History of Jazz Music

Jazz music has its roots in the musical traditions of Africa fused with those of Europe. Its African inspiration was the rhythm, feel and the playing of instruments in an expressive way. Europe’s classical music had a heavy hand in influencing the harmony. Additionally, the instruments used such as saxophone, originated from Europe.

The birthplace was in New Orleans, a vibrant port city – like Mombasa, Malindi or Lamu – with a lively nightlife. In this town in the early 20th Century, musicians from different ethnic backgrounds would inspire each other and play together to an appreciative crowd. Primarily innovated by African-Americans, Jazz music evolved with their experiences – slave, spiritual and march songs.

The Present State of Jazz Music

Jazz music is currently relished globally in the various cultures and ethnicities. Generally, everyone in the band knows the notes, melodies, bass lines, and chords but not the intended destination. The openness on what is to be played and when is the hallmark of Jazz, unlike classical music. Then there’s another variation where each person spontaneously works their way through it. To sum up Jazz music, Herbie Hancock said: “It’s not exclusive; it’s inclusive, which is the spirit of jazz.” The Global Host City for 2017 will be in Havana, Cuba.

Events in Kenya:

jazz music


Art of Jazz will have a live concert by four bands on April 30th in Karen, Nairobi. Afrojazz will be mainly featured among other jazz sounds.

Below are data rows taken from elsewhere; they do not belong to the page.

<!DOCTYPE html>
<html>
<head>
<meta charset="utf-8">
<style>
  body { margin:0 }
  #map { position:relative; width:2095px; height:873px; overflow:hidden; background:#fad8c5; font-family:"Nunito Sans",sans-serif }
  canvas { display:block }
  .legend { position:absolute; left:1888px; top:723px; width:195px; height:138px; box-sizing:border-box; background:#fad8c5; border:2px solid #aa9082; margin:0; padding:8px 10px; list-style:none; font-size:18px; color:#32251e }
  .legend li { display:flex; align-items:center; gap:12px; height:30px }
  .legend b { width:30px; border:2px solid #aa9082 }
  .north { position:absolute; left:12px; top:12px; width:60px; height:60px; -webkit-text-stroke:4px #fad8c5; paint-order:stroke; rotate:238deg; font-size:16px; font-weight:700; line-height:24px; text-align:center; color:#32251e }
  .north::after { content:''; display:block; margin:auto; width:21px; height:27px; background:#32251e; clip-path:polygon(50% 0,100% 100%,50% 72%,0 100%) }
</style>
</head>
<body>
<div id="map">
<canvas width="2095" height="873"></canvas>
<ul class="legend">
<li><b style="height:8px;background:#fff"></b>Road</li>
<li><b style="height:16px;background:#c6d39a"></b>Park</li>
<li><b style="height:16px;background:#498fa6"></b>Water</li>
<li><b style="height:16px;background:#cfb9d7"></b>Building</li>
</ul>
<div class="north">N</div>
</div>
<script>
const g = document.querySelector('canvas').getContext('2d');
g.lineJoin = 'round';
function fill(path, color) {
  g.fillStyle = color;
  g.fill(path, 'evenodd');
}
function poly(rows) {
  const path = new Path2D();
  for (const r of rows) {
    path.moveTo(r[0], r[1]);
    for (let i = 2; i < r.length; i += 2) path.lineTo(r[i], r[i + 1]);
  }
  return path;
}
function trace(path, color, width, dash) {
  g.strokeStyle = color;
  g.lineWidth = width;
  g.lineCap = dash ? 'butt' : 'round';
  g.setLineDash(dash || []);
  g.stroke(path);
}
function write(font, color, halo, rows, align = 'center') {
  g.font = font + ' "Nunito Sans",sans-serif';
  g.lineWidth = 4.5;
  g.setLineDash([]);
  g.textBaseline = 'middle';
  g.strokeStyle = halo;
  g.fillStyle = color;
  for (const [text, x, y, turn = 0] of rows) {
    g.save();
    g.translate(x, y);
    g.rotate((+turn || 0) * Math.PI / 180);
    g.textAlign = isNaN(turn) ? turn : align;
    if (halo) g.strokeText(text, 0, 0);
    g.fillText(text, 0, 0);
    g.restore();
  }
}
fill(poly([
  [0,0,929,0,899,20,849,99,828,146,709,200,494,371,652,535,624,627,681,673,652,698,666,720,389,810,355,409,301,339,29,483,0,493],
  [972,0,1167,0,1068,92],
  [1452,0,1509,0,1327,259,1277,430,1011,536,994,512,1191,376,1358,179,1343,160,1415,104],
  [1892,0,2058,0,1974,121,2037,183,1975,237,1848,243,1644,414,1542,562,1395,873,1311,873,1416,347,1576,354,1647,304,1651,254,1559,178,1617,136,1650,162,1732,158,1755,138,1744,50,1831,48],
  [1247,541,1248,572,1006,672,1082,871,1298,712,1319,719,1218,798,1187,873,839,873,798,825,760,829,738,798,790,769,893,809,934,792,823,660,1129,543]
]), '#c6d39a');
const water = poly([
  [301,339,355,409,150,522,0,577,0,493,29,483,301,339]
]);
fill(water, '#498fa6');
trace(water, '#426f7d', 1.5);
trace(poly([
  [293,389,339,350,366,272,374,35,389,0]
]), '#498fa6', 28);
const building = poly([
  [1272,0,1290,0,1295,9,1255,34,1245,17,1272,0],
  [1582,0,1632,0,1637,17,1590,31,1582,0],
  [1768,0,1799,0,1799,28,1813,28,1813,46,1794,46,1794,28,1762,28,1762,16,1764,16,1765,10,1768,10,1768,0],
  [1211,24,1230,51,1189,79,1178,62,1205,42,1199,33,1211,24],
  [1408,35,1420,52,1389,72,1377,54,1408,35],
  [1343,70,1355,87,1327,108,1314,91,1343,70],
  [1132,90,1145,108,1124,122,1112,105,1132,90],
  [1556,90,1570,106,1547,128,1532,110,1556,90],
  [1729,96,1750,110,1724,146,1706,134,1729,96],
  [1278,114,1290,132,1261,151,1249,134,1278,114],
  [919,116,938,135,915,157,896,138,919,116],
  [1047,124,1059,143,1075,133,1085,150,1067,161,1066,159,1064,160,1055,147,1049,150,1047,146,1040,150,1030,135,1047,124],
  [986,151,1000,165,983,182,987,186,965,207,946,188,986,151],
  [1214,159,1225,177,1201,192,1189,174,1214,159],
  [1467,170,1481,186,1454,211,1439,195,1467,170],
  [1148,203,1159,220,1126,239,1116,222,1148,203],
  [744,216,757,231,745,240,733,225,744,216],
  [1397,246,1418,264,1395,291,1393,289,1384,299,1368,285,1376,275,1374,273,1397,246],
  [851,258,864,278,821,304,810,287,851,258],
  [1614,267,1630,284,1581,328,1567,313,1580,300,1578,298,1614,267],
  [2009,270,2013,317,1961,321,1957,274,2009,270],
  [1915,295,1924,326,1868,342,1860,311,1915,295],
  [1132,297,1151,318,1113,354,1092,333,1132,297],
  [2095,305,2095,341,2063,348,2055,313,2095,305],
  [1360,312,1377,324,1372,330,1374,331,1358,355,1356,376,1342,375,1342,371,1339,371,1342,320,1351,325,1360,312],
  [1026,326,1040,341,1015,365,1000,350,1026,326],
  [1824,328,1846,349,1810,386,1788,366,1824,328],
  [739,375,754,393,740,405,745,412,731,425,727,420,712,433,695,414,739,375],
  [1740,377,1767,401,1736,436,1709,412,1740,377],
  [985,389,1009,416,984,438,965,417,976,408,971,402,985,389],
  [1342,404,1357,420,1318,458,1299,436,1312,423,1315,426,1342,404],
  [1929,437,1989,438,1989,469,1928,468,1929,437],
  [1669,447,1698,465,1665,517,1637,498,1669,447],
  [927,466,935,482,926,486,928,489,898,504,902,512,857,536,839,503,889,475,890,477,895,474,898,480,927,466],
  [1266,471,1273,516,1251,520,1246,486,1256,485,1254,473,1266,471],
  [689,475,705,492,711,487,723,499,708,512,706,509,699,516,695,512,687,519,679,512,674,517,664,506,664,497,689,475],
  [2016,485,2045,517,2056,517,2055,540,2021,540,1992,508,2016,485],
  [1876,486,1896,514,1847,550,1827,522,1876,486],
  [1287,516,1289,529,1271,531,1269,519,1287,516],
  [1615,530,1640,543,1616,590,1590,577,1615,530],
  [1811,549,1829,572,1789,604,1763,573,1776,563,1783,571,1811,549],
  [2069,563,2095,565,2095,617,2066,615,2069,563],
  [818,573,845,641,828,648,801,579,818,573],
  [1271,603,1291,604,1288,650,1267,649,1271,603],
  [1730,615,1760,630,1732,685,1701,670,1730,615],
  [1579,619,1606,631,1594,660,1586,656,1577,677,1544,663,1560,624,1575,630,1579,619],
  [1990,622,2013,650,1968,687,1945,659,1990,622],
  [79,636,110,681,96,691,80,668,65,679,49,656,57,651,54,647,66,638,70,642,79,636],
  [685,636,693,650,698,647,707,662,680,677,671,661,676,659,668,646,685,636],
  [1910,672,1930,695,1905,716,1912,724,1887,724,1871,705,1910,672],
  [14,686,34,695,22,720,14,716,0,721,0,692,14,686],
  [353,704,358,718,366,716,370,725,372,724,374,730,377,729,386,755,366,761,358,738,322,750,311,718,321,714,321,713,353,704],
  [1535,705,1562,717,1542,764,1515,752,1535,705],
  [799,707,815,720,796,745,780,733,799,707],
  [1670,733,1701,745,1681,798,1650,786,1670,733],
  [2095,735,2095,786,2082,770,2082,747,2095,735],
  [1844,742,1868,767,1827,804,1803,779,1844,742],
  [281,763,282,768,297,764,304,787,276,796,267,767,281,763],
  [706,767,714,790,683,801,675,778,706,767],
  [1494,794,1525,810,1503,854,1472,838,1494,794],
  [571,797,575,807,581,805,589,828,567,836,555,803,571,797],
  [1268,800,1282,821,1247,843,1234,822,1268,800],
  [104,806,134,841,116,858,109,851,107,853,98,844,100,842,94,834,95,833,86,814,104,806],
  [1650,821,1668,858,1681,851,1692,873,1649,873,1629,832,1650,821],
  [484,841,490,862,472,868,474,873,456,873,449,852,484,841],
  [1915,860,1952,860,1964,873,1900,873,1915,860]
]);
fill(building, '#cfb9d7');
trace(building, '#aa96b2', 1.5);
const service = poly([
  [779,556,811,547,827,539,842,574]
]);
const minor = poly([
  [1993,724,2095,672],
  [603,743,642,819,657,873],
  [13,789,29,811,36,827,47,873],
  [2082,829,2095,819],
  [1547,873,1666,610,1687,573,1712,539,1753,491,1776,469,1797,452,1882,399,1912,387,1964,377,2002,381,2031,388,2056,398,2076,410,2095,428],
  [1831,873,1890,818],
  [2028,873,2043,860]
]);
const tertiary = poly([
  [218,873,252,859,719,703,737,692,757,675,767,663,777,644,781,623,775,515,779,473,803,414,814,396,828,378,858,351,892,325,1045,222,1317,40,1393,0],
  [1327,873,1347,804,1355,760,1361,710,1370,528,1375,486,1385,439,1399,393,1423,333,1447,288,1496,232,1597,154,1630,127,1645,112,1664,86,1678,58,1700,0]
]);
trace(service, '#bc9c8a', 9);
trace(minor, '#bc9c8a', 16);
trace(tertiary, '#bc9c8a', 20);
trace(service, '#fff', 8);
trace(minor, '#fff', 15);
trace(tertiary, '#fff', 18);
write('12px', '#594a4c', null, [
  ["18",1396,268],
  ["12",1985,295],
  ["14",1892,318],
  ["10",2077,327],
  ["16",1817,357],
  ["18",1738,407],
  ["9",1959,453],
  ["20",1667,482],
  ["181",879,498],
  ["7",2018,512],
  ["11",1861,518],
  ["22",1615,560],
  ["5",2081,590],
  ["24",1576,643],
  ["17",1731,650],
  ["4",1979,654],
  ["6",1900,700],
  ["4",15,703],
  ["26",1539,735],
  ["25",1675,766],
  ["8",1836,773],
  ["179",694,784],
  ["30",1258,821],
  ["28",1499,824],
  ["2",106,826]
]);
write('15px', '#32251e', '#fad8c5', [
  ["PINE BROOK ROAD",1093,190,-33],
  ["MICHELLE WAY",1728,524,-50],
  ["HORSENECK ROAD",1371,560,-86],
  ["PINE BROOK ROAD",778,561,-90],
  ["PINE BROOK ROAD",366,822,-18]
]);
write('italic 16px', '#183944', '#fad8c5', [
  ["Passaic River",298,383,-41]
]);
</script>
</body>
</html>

shamsi music performing Laka Waithaka and Immanuel Mohol

Shamsi music performing Laka Waithaka and Immanuel Mohol

Safaricom International Jazz Festival will take a different form by having an all Kenyan Jazz music artists. These include Shamsi Music and Nairobi Horns Project that we highlighted in our post, Safaricom International Jazz Festival. The concert will be in Langata, Nairobi.

Future of Jazz Music

Jazz music is dependent on improvisation as it was once labelled as “rebel music”. Hence live performances are key to understanding this genre. Watching members of a band on stage performing individually yet collectively may seem like a kitchen orchestra. However, Jazz music is the only narrative that has travelled across time and space to mean something different for each people. It is no wonder that  Jazz music was given the role of uniting people in all corners of the globe. International Jazz Day is celebrated worldwide in diverse forms far removed from its African-American origins.